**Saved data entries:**

- Opening Delimiter -

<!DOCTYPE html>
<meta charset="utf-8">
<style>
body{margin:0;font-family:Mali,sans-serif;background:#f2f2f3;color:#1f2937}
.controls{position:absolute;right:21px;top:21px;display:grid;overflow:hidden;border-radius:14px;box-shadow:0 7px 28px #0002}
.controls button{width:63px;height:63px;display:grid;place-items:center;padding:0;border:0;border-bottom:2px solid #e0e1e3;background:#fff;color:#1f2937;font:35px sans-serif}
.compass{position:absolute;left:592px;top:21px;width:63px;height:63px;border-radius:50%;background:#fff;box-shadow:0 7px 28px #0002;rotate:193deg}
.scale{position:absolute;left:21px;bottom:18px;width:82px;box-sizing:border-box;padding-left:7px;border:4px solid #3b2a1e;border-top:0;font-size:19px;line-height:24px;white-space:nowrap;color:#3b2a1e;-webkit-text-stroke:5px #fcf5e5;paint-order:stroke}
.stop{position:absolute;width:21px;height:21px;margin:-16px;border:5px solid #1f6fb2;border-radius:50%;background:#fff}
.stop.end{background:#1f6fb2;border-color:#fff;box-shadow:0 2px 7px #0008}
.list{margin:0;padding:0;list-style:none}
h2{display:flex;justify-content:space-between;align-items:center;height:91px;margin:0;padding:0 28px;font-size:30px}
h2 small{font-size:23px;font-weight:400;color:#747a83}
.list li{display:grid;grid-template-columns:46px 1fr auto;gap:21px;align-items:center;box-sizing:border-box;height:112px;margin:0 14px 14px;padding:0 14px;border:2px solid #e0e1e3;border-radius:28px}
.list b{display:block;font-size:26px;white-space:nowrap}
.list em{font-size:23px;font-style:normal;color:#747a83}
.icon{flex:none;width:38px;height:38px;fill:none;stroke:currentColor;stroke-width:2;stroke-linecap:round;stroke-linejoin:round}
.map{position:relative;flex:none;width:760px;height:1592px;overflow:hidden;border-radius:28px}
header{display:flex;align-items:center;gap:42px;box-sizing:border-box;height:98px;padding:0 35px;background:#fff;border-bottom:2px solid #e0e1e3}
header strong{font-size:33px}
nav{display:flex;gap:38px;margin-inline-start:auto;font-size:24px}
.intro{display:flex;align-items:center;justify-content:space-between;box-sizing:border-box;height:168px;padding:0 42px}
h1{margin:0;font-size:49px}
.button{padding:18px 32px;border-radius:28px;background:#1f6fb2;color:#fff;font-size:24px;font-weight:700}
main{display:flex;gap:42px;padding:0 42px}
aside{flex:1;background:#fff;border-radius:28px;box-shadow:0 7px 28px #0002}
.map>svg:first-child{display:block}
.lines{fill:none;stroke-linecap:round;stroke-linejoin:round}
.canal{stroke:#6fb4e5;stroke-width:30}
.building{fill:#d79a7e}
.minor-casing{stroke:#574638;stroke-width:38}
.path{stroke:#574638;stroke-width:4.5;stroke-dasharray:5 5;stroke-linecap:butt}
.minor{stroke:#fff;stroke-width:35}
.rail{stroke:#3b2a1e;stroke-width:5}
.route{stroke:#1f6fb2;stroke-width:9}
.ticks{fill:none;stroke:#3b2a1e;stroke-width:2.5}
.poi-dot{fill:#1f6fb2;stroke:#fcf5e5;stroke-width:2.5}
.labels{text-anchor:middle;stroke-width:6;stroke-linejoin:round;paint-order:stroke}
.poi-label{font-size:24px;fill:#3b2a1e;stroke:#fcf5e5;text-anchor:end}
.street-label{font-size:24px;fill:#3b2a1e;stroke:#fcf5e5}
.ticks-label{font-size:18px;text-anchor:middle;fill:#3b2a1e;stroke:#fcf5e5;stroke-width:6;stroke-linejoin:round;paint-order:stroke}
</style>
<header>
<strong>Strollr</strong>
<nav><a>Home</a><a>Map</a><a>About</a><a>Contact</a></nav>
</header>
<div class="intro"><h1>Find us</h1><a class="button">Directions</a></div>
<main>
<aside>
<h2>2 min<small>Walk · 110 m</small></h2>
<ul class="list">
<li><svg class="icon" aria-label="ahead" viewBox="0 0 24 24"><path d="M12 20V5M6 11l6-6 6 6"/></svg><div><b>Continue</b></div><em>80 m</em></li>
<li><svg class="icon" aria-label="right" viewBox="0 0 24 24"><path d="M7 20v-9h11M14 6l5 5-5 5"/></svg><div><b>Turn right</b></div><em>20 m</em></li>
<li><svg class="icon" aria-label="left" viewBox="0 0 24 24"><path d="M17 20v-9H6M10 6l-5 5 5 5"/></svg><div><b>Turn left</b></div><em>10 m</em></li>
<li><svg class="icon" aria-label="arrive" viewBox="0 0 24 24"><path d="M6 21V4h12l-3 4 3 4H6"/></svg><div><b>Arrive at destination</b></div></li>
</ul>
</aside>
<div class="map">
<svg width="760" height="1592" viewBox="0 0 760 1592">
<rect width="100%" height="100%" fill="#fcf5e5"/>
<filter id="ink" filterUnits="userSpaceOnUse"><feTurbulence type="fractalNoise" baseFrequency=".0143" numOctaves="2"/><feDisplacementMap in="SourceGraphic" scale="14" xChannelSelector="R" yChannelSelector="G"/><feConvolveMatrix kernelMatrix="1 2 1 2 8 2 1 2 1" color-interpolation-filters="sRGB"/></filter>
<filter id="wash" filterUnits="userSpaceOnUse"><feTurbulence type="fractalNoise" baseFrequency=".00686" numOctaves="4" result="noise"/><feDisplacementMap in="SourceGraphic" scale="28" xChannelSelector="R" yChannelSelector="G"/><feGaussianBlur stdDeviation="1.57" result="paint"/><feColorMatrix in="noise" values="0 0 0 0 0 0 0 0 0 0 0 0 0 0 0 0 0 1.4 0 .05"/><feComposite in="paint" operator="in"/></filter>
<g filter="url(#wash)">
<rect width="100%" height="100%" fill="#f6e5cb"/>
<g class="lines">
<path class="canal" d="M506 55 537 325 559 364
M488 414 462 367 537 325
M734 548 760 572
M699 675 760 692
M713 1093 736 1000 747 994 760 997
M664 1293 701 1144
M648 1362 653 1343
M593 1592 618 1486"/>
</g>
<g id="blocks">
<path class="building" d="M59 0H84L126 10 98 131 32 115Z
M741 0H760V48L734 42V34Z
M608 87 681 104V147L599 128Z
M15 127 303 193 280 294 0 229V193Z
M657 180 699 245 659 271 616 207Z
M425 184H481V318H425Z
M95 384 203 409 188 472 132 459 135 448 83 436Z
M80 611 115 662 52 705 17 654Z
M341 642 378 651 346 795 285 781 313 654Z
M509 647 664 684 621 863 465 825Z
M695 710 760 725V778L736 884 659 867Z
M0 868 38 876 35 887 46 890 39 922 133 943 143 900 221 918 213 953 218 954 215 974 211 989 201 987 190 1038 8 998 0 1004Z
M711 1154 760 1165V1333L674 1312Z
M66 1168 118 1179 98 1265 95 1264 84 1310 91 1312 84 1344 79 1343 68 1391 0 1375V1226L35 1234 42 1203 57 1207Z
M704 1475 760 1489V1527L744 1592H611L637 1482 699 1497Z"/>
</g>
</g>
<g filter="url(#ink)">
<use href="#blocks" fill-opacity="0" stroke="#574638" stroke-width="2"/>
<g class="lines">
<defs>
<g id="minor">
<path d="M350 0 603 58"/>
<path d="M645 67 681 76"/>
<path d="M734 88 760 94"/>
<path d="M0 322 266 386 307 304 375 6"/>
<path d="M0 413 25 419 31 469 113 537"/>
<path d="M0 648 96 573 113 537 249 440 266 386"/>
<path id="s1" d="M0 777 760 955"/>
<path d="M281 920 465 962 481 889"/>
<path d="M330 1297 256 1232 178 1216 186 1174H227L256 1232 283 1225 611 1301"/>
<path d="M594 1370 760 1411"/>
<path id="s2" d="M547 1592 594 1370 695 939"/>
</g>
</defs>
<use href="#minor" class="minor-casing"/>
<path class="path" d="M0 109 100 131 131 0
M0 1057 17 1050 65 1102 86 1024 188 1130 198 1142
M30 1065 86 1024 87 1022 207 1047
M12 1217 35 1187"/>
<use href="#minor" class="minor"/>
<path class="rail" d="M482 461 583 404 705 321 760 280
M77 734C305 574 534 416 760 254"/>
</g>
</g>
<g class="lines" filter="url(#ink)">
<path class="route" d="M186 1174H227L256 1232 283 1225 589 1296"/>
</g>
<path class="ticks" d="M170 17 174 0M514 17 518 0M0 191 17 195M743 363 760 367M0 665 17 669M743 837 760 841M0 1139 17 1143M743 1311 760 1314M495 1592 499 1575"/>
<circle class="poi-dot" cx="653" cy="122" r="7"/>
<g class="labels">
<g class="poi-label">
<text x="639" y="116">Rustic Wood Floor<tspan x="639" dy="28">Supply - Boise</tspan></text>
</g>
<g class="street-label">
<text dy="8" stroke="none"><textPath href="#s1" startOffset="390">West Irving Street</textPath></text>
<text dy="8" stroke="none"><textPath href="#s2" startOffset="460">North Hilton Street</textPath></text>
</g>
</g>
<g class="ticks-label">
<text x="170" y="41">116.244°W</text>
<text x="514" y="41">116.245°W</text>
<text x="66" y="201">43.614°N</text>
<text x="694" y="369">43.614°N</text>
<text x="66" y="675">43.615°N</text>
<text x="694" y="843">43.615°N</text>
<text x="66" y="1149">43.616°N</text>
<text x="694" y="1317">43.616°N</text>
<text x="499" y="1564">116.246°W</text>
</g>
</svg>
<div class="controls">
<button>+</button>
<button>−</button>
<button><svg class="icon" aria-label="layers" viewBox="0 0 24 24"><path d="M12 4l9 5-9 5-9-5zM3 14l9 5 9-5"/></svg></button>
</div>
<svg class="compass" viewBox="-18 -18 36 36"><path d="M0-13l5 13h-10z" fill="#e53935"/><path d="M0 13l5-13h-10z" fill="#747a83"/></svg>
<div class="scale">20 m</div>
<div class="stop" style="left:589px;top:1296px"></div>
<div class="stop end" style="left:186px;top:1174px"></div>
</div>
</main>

- Closing Delimiter -

**REQUIRED WORK:** Reproduce all lines from the records above that include the word "linecap".

**RESPONSE TO THE EXERCISE:**
.icon{flex:none;width:38px;height:38px;fill:none;stroke:currentColor;stroke-width:2;stroke-linecap:round;stroke-linejoin:round}
.lines{fill:none;stroke-linecap:round;stroke-linejoin:round}
.path{stroke:#574638;stroke-width:4.5;stroke-dasharray:5 5;stroke-linecap:butt}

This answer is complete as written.